> TASK OBJECTIVE
Give the number of lines in the data below containing the word "absolute", with no other text.

Stored data entries:
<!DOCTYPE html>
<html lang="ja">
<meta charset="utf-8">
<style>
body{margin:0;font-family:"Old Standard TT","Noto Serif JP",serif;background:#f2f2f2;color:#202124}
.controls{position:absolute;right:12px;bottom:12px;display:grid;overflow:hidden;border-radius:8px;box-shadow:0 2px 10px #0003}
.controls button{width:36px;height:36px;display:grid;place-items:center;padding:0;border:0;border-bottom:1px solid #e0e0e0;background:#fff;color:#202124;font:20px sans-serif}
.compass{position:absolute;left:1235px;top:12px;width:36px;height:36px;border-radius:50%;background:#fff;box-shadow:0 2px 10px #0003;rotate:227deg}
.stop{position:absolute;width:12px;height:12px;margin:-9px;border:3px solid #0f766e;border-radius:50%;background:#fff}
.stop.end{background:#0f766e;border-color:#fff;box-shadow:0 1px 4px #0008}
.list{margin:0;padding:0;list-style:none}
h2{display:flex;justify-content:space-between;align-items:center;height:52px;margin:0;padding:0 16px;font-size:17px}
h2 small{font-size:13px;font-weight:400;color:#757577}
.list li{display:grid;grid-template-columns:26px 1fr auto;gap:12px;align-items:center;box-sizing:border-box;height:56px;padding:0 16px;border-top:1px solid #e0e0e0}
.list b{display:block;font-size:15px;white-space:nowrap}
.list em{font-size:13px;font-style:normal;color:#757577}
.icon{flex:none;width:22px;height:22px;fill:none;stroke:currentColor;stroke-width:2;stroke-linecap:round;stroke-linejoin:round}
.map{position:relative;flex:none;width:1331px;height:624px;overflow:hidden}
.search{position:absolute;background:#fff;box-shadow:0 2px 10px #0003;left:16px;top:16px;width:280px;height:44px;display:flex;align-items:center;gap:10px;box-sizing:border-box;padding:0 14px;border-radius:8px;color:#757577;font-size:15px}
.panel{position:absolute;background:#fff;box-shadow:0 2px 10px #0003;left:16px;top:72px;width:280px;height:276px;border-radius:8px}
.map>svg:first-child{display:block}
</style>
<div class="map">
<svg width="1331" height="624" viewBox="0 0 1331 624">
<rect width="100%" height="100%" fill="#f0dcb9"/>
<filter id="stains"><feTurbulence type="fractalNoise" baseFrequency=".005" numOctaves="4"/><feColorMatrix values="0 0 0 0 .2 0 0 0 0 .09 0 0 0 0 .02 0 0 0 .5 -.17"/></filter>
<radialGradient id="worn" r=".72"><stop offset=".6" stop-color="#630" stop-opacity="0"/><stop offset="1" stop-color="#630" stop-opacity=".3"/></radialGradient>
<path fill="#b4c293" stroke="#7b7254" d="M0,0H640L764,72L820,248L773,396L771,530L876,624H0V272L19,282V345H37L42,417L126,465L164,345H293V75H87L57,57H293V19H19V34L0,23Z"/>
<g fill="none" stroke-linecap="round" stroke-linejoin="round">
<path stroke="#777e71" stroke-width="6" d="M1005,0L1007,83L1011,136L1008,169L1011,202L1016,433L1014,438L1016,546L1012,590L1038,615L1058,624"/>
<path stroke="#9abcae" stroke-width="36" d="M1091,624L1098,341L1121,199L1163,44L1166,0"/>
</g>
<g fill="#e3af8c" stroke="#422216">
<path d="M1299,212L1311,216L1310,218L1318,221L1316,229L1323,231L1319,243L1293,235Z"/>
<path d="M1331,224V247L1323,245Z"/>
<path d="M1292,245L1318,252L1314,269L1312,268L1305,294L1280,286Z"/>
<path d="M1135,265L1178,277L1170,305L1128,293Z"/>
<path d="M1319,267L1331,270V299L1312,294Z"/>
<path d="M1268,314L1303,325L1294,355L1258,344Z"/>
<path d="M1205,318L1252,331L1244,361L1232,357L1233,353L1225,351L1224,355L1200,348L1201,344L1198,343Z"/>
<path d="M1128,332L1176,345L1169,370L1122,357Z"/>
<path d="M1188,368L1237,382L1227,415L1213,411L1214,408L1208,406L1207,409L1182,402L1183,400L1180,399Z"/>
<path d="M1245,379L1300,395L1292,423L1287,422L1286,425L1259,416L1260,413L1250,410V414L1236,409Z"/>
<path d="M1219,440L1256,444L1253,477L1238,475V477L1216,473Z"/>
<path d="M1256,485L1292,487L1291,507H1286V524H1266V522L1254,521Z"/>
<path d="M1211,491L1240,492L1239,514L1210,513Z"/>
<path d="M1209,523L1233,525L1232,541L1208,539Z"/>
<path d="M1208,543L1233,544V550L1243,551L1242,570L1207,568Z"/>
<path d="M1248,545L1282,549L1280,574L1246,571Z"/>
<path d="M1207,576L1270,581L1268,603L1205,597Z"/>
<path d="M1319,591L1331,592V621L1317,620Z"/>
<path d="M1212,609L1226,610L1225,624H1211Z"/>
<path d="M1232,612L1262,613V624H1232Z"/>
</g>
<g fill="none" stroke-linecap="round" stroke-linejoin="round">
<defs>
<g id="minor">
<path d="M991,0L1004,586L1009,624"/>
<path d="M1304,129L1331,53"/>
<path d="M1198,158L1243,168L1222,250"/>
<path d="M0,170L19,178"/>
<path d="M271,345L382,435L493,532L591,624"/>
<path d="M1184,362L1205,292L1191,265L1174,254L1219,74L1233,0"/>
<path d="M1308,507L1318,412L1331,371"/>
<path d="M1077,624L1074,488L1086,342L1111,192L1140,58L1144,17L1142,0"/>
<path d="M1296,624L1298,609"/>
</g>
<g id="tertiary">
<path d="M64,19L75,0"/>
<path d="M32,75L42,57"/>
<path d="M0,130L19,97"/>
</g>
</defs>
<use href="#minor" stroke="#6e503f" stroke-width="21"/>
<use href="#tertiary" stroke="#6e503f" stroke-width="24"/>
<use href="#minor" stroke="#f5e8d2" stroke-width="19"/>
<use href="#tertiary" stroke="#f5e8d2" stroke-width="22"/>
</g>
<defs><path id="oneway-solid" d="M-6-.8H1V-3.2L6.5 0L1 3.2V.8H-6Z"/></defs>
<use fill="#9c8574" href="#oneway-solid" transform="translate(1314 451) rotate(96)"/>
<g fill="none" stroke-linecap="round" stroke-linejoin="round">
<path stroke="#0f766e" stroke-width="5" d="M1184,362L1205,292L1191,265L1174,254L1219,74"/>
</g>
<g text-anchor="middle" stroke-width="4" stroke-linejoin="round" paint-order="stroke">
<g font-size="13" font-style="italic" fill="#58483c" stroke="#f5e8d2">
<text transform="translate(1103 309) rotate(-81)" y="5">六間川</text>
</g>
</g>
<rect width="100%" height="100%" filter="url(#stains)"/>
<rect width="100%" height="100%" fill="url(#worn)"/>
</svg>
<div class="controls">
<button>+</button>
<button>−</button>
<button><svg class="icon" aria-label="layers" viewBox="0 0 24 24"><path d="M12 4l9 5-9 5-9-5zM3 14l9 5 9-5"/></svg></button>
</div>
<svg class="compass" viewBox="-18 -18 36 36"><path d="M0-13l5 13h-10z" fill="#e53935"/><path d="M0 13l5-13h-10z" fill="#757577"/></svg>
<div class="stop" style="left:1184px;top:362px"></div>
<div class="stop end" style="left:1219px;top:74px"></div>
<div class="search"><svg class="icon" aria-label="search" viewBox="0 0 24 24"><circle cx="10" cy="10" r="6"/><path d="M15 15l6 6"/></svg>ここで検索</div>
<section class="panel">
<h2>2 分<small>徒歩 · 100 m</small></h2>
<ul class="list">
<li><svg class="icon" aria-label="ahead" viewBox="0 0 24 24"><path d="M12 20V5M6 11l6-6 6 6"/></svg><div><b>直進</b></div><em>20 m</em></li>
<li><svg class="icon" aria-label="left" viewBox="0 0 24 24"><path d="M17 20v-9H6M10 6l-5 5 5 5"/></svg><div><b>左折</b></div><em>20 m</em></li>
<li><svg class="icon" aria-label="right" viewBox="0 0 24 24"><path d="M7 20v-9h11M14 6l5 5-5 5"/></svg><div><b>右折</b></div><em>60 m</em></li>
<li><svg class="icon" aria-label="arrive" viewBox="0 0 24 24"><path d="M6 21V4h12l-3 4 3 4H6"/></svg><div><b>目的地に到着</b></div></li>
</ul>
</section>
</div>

> RESPONSE
5